Somehow, I have ended up with a wierd trade, trying to learn more about Iron C's. If I post it here, would anyone and everyone please help me to understand what it is or what I did; where it presently stands; and how to/what to adjust to learn as much as I can. Thanks so very much for your help! (see below)
sooo it looks like it needs to stay between 35 and 39 to see max profit? Why are you trading such small size? Will your maximum profit even offset the cost to deploy all these trades?

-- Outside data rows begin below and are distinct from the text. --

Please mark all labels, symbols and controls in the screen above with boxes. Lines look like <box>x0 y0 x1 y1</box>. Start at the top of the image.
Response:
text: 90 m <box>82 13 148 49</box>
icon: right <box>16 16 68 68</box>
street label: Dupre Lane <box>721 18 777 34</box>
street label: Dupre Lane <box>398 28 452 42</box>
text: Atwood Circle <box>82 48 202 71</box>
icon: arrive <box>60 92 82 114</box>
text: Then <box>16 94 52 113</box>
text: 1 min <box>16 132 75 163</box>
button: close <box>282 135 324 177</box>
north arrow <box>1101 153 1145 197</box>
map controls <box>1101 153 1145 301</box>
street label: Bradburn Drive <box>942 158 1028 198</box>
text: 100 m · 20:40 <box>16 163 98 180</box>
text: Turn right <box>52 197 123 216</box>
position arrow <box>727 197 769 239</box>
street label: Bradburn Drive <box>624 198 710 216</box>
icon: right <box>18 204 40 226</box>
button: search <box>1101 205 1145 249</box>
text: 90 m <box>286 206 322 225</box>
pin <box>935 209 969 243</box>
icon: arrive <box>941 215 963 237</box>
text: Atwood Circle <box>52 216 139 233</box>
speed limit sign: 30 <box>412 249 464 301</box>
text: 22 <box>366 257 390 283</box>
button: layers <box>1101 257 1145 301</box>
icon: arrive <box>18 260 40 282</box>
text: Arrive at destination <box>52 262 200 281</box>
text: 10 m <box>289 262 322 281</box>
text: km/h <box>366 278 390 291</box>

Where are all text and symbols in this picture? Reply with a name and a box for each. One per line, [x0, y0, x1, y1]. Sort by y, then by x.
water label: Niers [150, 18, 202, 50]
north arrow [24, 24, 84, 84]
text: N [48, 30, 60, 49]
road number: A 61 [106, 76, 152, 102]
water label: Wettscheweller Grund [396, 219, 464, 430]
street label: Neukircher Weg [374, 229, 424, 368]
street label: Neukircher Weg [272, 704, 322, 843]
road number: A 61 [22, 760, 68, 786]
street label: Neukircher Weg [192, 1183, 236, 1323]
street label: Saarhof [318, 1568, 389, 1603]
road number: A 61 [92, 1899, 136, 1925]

EWZ currently at $32.46 Bought 1 Sep 21, 2018 EWZ 30 put at $0.10 Bought 1 Sep 21, 2018 EWZ 31 put at $0.61 Sold 1 Sep 21, 2018 EWZ 33 put at -$1.21 Sold 1 Sep 21, 2018 EWZ 35 put at -$0.80 Credit $1.30 Sold 1 Sep 21, 2018 EWZ 39 call at -$0.23 Sold 1 Sep 21, 2018 EWZ 40 call at -$0.80 Bought 1 Sep 21, 2018 EWZ 41 call at $0.09 Bought 1 Sep 21, 2018 EWZ 45 call at $0.12 Credit $0.82 Total Credit $2.21 Your goal is for the options to expire worthless on September 21 and EWZ to trade from $35 to $39. Your current P/L is $3.08 - $2.21 = -$0.87 ($87.00) plus commissions.
Looks like you've got two condors going here... The 30-35-40-45, and 31-33-39-41. It's not a dangerous position per se, but you're going you take a nasty haircut if you want to get out early. Max loss is $700 minus your credit...assuming OOO got it right above, that's a pretty solid position if the price is in the $37 range...I'm just let it ride and let the chips fall where they may...and start inquiring about assignment and margin so you understand that whole process rather than having a crappy September 24th.
thx very much. not sure how i ended up here w 2 ICs. must have been smoking rabbit tobbacco or eating pluff mud on my beach here in pawleys.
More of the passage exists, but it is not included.